# Should I get a heater?!



## Flame1990 (Jan 4, 2012)

Hi! I live in Texas where it gets very hot in the summer time ( up to 110 degrees) but its winter time here now and I usually keep the temperature in the house @ about 73 for it to be comfortable for everyone. I was worried about my betta though, I know they thrive in warmer temps but to keep the house at 80 degrees would be uncomfortable..my Betta seems very lively and happy, but I worry that the water temperature is to cold. Should I run out and get a heater for him today? Oh, he lives in a 2 gal bowl btw.


----------



## AngelicScars (May 5, 2009)

I would get a heater.
I keep my house so warm in the summer that my tanks don't need the heaters then. So, in the warmer months I take the heater out and put it aside. In the winter though, I keep the house around 72 (and even my heat can't keep it to that temp) so the heaters are a must.


----------



## Flame1990 (Jan 4, 2012)

AngelicScars said:


> I would get a heater.
> I keep my house so warm in the summer that my tanks don't need the heaters then. So, in the warmer months I take the heater out and put it aside. In the winter though, I keep the house around 72 (and even my heat can't keep it to that temp) so the heaters are a must.


Thanks! What is the best type of heater to get for a 2 gal tank? The past heaters I have looked at have looked to big to place in a 2 gal tank!


----------



## Sena Hansler (Aug 24, 2011)

For a 2 gallon, get a mini heater... this'll keep him warm and happy!! Bettas like between 78-80, maximum (asides during treatments).


----------



## AngelicScars (May 5, 2009)

A lot of people here are raving over the Hagen Elite mini 25w preset heater. They say it is actually adjustable.


----------



## Sena Hansler (Aug 24, 2011)

an adjustable mini heater??!! -looks it up- xD
wait...ohh it's Hagen that's why xD I got one of the bigger ones. like...super big... -should sell it-
I also have another one, for a 10-20. I really recommend that brand  never had a problem.


----------



## BettaMommy531rip (Dec 29, 2011)

Get a mini heater for a 2 gal.


----------



## WiggleSwim (Dec 31, 2011)

Yes, i think you should. I also live on TX and thought I wouldn't need a heater until the temps started dropping one night and Charlie started to get real sluggish and strange acting. Luckily, I had a thermometer in the tank and it was reading in the mid-60s! After I read the need for Bettas to have a temp somewhere between 75-80 degrees F and seeing my local weather report showing dips to 32 degrees F overnight, I went out and bought an Aqueon 10W Mini Heater from PetSmart and now Charlie seems much happier. The temp is still reading like 74-76 degrees F, but turning on the lamp or having the radiator not too far gets it to 76-78 degrees F. In the summer, I do plan on taking it out because it gets burning hot in my house with the poor A/C unit.


----------



## Flame1990 (Jan 4, 2012)

WiggleSwim said:


> Yes, i think you should. I also live on TX and thought I wouldn't need a heater until the temps started dropping one night and Charlie started to get real sluggish and strange acting. Luckily, I had a thermometer in the tank and it was reading in the mid-60s! After I read the need for Bettas to have a temp somewhere between 75-80 degrees F and seeing my local weather report showing dips to 32 degrees F overnight, I went out and bought an Aqueon 10W Mini Heater from PetSmart and now Charlie seems much happier. The temp is still reading like 74-76 degrees F, but turning on the lamp or having the radiator not too far gets it to 76-78 degrees F. In the summer, I do plan on taking it out because it gets burning hot in my house with the poor A/C unit.



Thanks everyone!


----------



## Laki (Aug 24, 2011)

http://www.petsmart.com/product/index.jsp?productId=2752191
Any thoughts on this one?


----------



## Tikibirds (May 26, 2011)

I have a top fin one for my 20G, but its pretty long.
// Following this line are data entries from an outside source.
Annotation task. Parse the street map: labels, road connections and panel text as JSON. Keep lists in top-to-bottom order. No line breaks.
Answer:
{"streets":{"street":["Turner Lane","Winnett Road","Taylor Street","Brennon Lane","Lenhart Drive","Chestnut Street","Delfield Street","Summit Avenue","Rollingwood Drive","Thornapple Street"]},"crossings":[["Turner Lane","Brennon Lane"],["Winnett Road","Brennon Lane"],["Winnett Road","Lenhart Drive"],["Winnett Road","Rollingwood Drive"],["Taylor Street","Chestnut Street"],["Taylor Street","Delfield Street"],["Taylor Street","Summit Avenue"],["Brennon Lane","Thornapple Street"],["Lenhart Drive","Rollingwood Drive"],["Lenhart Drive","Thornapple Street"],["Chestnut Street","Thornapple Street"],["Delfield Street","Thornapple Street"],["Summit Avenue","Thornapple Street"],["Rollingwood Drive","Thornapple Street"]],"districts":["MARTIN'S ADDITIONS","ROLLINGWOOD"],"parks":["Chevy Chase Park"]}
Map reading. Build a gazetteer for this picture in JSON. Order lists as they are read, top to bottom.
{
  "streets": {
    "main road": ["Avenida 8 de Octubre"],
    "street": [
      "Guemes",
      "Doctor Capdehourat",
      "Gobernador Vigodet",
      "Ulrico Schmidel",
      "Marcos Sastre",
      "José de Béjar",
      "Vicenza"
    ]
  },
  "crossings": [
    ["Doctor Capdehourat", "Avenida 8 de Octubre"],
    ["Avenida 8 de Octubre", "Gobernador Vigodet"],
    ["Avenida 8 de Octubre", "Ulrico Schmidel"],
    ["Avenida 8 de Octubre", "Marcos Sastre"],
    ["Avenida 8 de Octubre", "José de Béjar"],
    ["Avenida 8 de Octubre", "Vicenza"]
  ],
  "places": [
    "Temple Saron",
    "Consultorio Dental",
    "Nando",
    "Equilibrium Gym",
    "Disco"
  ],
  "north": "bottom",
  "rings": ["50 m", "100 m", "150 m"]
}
I use the Hagen elite 25 watt's in my 3 gallons Petco pet keepers. They are adjustable but you have to kinda guess what the temp is set at. They don't have the temp on the adjustable dial.

I also have a few random older model heaters I found on ebay - Marineland stealth 25 watt and marineland neptune 25 watt, plus some random one from china. They all work fine but some are too long to fit into the tank so they are diagonal


----------



## Rex and Flower (Jan 3, 2012)

you should get a heater a mini one perhaps.


----------